> WHAT TO WORK ON
The data is to be set down once more, exactly as it reads.

> Extracted data entries
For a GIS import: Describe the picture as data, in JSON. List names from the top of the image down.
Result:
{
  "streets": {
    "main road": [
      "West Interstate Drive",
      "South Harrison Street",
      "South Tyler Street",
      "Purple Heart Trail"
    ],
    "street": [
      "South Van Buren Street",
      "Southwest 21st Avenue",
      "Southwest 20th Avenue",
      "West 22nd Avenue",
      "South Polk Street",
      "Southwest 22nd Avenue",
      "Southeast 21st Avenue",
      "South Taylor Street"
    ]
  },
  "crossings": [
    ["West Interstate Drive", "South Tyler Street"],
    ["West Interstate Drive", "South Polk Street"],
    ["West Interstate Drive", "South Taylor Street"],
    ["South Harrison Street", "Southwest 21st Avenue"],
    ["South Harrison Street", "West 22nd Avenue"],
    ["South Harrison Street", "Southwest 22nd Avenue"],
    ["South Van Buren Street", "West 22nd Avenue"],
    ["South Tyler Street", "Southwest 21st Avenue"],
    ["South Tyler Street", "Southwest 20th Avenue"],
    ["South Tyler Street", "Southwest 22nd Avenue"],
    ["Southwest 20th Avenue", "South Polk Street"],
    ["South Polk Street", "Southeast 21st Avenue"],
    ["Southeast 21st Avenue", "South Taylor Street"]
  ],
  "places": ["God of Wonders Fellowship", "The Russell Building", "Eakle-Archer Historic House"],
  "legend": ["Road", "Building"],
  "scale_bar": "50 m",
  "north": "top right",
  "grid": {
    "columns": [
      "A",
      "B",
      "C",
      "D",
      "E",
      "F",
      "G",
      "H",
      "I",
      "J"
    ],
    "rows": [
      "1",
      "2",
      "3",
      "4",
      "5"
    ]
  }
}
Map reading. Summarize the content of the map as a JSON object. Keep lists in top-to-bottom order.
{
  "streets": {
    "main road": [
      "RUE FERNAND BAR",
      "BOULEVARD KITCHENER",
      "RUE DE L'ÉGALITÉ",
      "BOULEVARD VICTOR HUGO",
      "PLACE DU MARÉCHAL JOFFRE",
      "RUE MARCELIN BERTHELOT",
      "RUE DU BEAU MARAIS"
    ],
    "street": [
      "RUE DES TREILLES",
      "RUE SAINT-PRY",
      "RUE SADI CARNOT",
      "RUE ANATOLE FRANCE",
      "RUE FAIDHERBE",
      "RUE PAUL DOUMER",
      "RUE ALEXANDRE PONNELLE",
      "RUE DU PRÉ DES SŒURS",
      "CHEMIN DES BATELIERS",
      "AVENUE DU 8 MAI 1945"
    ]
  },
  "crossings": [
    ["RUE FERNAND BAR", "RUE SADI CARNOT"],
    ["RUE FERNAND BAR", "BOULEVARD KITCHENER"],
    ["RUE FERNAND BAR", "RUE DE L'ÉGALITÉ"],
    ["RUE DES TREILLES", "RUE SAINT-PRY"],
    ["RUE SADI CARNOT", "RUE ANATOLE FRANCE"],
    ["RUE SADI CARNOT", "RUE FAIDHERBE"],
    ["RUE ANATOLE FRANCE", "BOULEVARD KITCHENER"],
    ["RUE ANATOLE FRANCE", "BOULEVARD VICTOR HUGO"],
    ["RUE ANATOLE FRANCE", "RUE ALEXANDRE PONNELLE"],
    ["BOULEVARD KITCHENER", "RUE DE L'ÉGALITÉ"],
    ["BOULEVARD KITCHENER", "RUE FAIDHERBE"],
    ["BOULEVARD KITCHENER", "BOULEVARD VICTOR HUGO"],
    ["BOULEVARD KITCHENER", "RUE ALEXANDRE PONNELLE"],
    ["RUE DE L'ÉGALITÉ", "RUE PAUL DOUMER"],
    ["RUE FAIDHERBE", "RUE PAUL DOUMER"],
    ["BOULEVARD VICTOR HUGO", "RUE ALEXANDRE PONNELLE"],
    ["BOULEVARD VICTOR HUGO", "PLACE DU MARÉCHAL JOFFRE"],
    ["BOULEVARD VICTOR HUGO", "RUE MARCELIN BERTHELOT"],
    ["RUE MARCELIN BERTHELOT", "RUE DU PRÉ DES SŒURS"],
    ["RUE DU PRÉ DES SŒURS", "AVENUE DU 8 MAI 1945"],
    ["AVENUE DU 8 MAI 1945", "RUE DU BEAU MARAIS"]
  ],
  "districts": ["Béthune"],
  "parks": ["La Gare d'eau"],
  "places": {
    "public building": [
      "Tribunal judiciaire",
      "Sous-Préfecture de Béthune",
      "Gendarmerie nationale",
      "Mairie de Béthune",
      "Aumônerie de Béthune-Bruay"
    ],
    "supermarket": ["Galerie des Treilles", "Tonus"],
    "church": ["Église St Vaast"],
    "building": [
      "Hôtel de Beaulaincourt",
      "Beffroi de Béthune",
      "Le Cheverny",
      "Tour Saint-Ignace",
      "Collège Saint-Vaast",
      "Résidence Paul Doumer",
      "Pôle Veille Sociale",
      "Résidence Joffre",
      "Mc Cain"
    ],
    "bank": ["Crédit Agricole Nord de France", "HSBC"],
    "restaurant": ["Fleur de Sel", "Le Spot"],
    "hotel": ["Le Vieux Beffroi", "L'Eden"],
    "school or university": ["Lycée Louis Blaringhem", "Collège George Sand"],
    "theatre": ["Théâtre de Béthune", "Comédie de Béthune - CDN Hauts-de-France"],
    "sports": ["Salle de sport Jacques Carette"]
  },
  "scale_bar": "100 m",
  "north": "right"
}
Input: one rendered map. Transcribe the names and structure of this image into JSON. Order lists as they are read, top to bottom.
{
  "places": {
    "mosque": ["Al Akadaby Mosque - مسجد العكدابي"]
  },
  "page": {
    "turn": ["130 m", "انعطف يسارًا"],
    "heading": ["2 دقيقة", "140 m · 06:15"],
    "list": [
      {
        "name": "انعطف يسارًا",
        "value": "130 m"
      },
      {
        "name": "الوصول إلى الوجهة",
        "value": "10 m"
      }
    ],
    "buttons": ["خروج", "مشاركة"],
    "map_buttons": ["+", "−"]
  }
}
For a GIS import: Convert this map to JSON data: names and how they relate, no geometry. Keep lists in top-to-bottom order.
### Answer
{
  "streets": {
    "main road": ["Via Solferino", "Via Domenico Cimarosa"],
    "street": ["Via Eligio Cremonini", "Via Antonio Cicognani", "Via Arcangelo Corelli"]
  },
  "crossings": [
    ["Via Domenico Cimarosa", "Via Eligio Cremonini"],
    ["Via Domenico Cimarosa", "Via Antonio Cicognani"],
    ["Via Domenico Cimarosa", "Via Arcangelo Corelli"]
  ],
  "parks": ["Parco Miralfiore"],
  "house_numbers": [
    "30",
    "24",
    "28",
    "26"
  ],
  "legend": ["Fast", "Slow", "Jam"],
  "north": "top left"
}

> SOLUTION TO THIS EXERCISE
For a GIS import: Describe the picture as data, in JSON. List names from the top of the image down.
Result:
{
  "streets": {
    "main road": [
      "West Interstate Drive",
      "South Harrison Street",
      "South Tyler Street",
      "Purple Heart Trail"
    ],
    "street": [
      "South Van Buren Street",
      "Southwest 21st Avenue",
      "Southwest 20th Avenue",
      "West 22nd Avenue",
      "South Polk Street",
      "Southwest 22nd Avenue",
      "Southeast 21st Avenue",
      "South Taylor Street"
    ]
  },
  "crossings": [
    ["West Interstate Drive", "South Tyler Street"],
    ["West Interstate Drive", "South Polk Street"],
    ["West Interstate Drive", "South Taylor Street"],
    ["South Harrison Street", "Southwest 21st Avenue"],
    ["South Harrison Street", "West 22nd Avenue"],
    ["South Harrison Street", "Southwest 22nd Avenue"],
    ["South Van Buren Street", "West 22nd Avenue"],
    ["South Tyler Street", "Southwest 21st Avenue"],
    ["South Tyler Street", "Southwest 20th Avenue"],
    ["South Tyler Street", "Southwest 22nd Avenue"],
    ["Southwest 20th Avenue", "South Polk Street"],
    ["South Polk Street", "Southeast 21st Avenue"],
    ["Southeast 21st Avenue", "South Taylor Street"]
  ],
  "places": ["God of Wonders Fellowship", "The Russell Building", "Eakle-Archer Historic House"],
  "legend": ["Road", "Building"],
  "scale_bar": "50 m",
  "north": "top right",
  "grid": {
    "columns": [
      "A",
      "B",
      "C",
      "D",
      "E",
      "F",
      "G",
      "H",
      "I",
      "J"
    ],
    "rows": [
      "1",
      "2",
      "3",
      "4",
      "5"
    ]
  }
}
Map reading. Summarize the content of the map as a JSON object. Keep lists in top-to-bottom order.
{
  "streets": {
    "main road": [
      "RUE FERNAND BAR",
      "BOULEVARD KITCHENER",
      "RUE DE L'ÉGALITÉ",
      "BOULEVARD VICTOR HUGO",
      "PLACE DU MARÉCHAL JOFFRE",
      "RUE MARCELIN BERTHELOT",
      "RUE DU BEAU MARAIS"
    ],
    "street": [
      "RUE DES TREILLES",
      "RUE SAINT-PRY",
      "RUE SADI CARNOT",
      "RUE ANATOLE FRANCE",
      "RUE FAIDHERBE",
      "RUE PAUL DOUMER",
      "RUE ALEXANDRE PONNELLE",
      "RUE DU PRÉ DES SŒURS",
      "CHEMIN DES BATELIERS",
      "AVENUE DU 8 MAI 1945"
    ]
  },
  "crossings": [
    ["RUE FERNAND BAR", "RUE SADI CARNOT"],
    ["RUE FERNAND BAR", "BOULEVARD KITCHENER"],
    ["RUE FERNAND BAR", "RUE DE L'ÉGALITÉ"],
    ["RUE DES TREILLES", "RUE SAINT-PRY"],
    ["RUE SADI CARNOT", "RUE ANATOLE FRANCE"],
    ["RUE SADI CARNOT", "RUE FAIDHERBE"],
    ["RUE ANATOLE FRANCE", "BOULEVARD KITCHENER"],
    ["RUE ANATOLE FRANCE", "BOULEVARD VICTOR HUGO"],
    ["RUE ANATOLE FRANCE", "RUE ALEXANDRE PONNELLE"],
    ["BOULEVARD KITCHENER", "RUE DE L'ÉGALITÉ"],
    ["BOULEVARD KITCHENER", "RUE FAIDHERBE"],
    ["BOULEVARD KITCHENER", "BOULEVARD VICTOR HUGO"],
    ["BOULEVARD KITCHENER", "RUE ALEXANDRE PONNELLE"],
    ["RUE DE L'ÉGALITÉ", "RUE PAUL DOUMER"],
    ["RUE FAIDHERBE", "RUE PAUL DOUMER"],
    ["BOULEVARD VICTOR HUGO", "RUE ALEXANDRE PONNELLE"],
    ["BOULEVARD VICTOR HUGO", "PLACE DU MARÉCHAL JOFFRE"],
    ["BOULEVARD VICTOR HUGO", "RUE MARCELIN BERTHELOT"],
    ["RUE MARCELIN BERTHELOT", "RUE DU PRÉ DES SŒURS"],
    ["RUE DU PRÉ DES SŒURS", "AVENUE DU 8 MAI 1945"],
    ["AVENUE DU 8 MAI 1945", "RUE DU BEAU MARAIS"]
  ],
  "districts": ["Béthune"],
  "parks": ["La Gare d'eau"],
  "places": {
    "public building": [
      "Tribunal judiciaire",
      "Sous-Préfecture de Béthune",
      "Gendarmerie nationale",
      "Mairie de Béthune",
      "Aumônerie de Béthune-Bruay"
    ],
    "supermarket": ["Galerie des Treilles", "Tonus"],
    "church": ["Église St Vaast"],
    "building": [
      "Hôtel de Beaulaincourt",
      "Beffroi de Béthune",
      "Le Cheverny",
      "Tour Saint-Ignace",
      "Collège Saint-Vaast",
      "Résidence Paul Doumer",
      "Pôle Veille Sociale",
      "Résidence Joffre",
      "Mc Cain"
    ],
    "bank": ["Crédit Agricole Nord de France", "HSBC"],
    "restaurant": ["Fleur de Sel", "Le Spot"],
    "hotel": ["Le Vieux Beffroi", "L'Eden"],
    "school or university": ["Lycée Louis Blaringhem", "Collège George Sand"],
    "theatre": ["Théâtre de Béthune", "Comédie de Béthune - CDN Hauts-de-France"],
    "sports": ["Salle de sport Jacques Carette"]
  },
  "scale_bar": "100 m",
  "north": "right"
}
Input: one rendered map. Transcribe the names and structure of this image into JSON. Order lists as they are read, top to bottom.
{
  "places": {
    "mosque": ["Al Akadaby Mosque - مسجد العكدابي"]
  },
  "page": {
    "turn": ["130 m", "انعطف يسارًا"],
    "heading": ["2 دقيقة", "140 m · 06:15"],
    "list": [
      {
        "name": "انعطف يسارًا",
        "value": "130 m"
      },
      {
        "name": "الوصول إلى الوجهة",
        "value": "10 m"
      }
    ],
    "buttons": ["خروج", "مشاركة"],
    "map_buttons": ["+", "−"]
  }
}
For a GIS import: Convert this map to JSON data: names and how they relate, no geometry. Keep lists in top-to-bottom order.
### Answer
{
  "streets": {
    "main road": ["Via Solferino", "Via Domenico Cimarosa"],
    "street": ["Via Eligio Cremonini", "Via Antonio Cicognani", "Via Arcangelo Corelli"]
  },
  "crossings": [
    ["Via Domenico Cimarosa", "Via Eligio Cremonini"],
    ["Via Domenico Cimarosa", "Via Antonio Cicognani"],
    ["Via Domenico Cimarosa", "Via Arcangelo Corelli"]
  ],
  "parks": ["Parco Miralfiore"],
  "house_numbers": [
    "30",
    "24",
    "28",
    "26"
  ],
  "legend": ["Fast", "Slow", "Jam"],
  "north": "top left"
}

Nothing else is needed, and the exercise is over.